_TASK STATEMENT_:
Write out the entries exactly, pictures excluded.

*** Opening DATA FOR THIS TASK ***

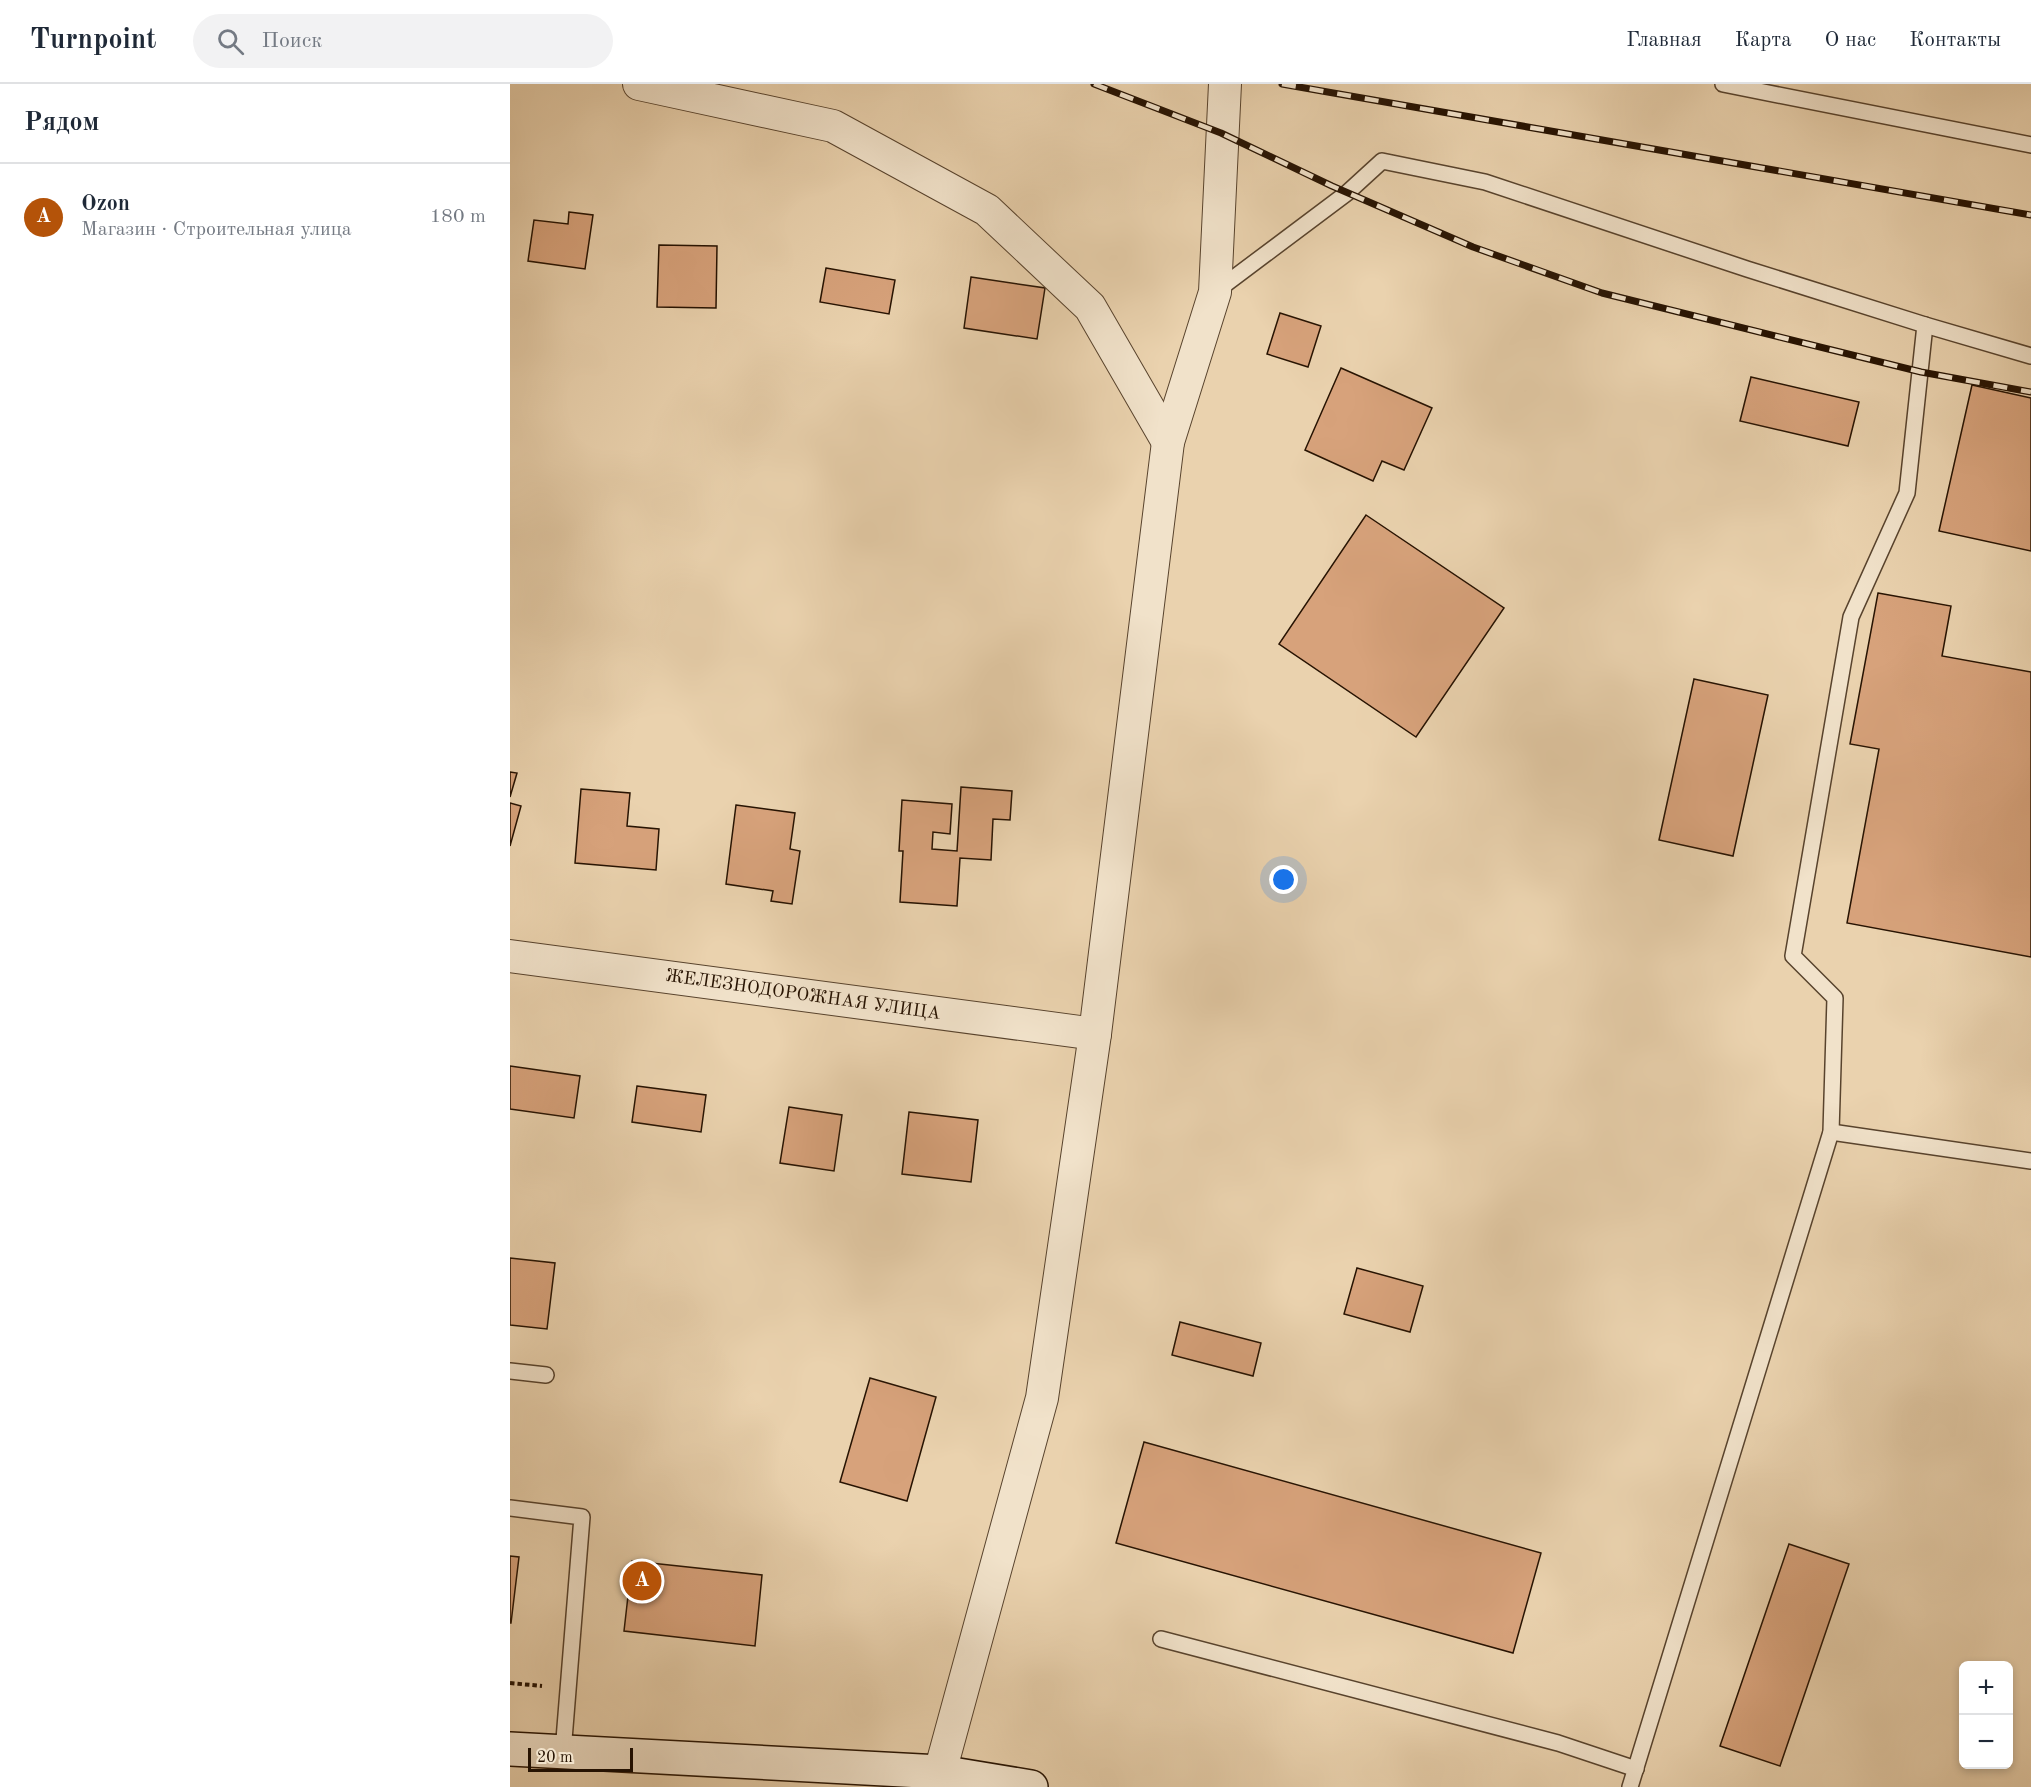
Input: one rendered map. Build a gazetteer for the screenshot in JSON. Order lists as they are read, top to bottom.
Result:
{
  "streets": {
    "street": ["ЖЕЛЕЗНОДОРОЖНАЯ УЛИЦА"]
  },
  "scale_bar": "20 m",
  "page": {
    "header": "Turnpoint",
    "search": "Поиск",
    "nav": [
      "Главная",
      "Карта",
      "О нас",
      "Контакты"
    ],
    "heading": "Рядом",
    "list": [
      {
        "mark": "A",
        "name": "Ozon",
        "note": "Магазин · Строительная улица",
        "value": "180 m"
      }
    ],
    "pins": "A",
    "map_buttons": ["+", "−"],
    "scale": "20 m"
  }
}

*** Closing DATA FOR THIS TASK ***

_OUTPUT FOR THIS TASK_:
Input: one rendered map. Build a gazetteer for the screenshot in JSON. Order lists as they are read, top to bottom.
Result:
{
  "streets": {
    "street": ["ЖЕЛЕЗНОДОРОЖНАЯ УЛИЦА"]
  },
  "scale_bar": "20 m",
  "page": {
    "header": "Turnpoint",
    "search": "Поиск",
    "nav": [
      "Главная",
      "Карта",
      "О нас",
      "Контакты"
    ],
    "heading": "Рядом",
    "list": [
      {
        "mark": "A",
        "name": "Ozon",
        "note": "Магазин · Строительная улица",
        "value": "180 m"
      }
    ],
    "pins": "A",
    "map_buttons": ["+", "−"],
    "scale": "20 m"
  }
}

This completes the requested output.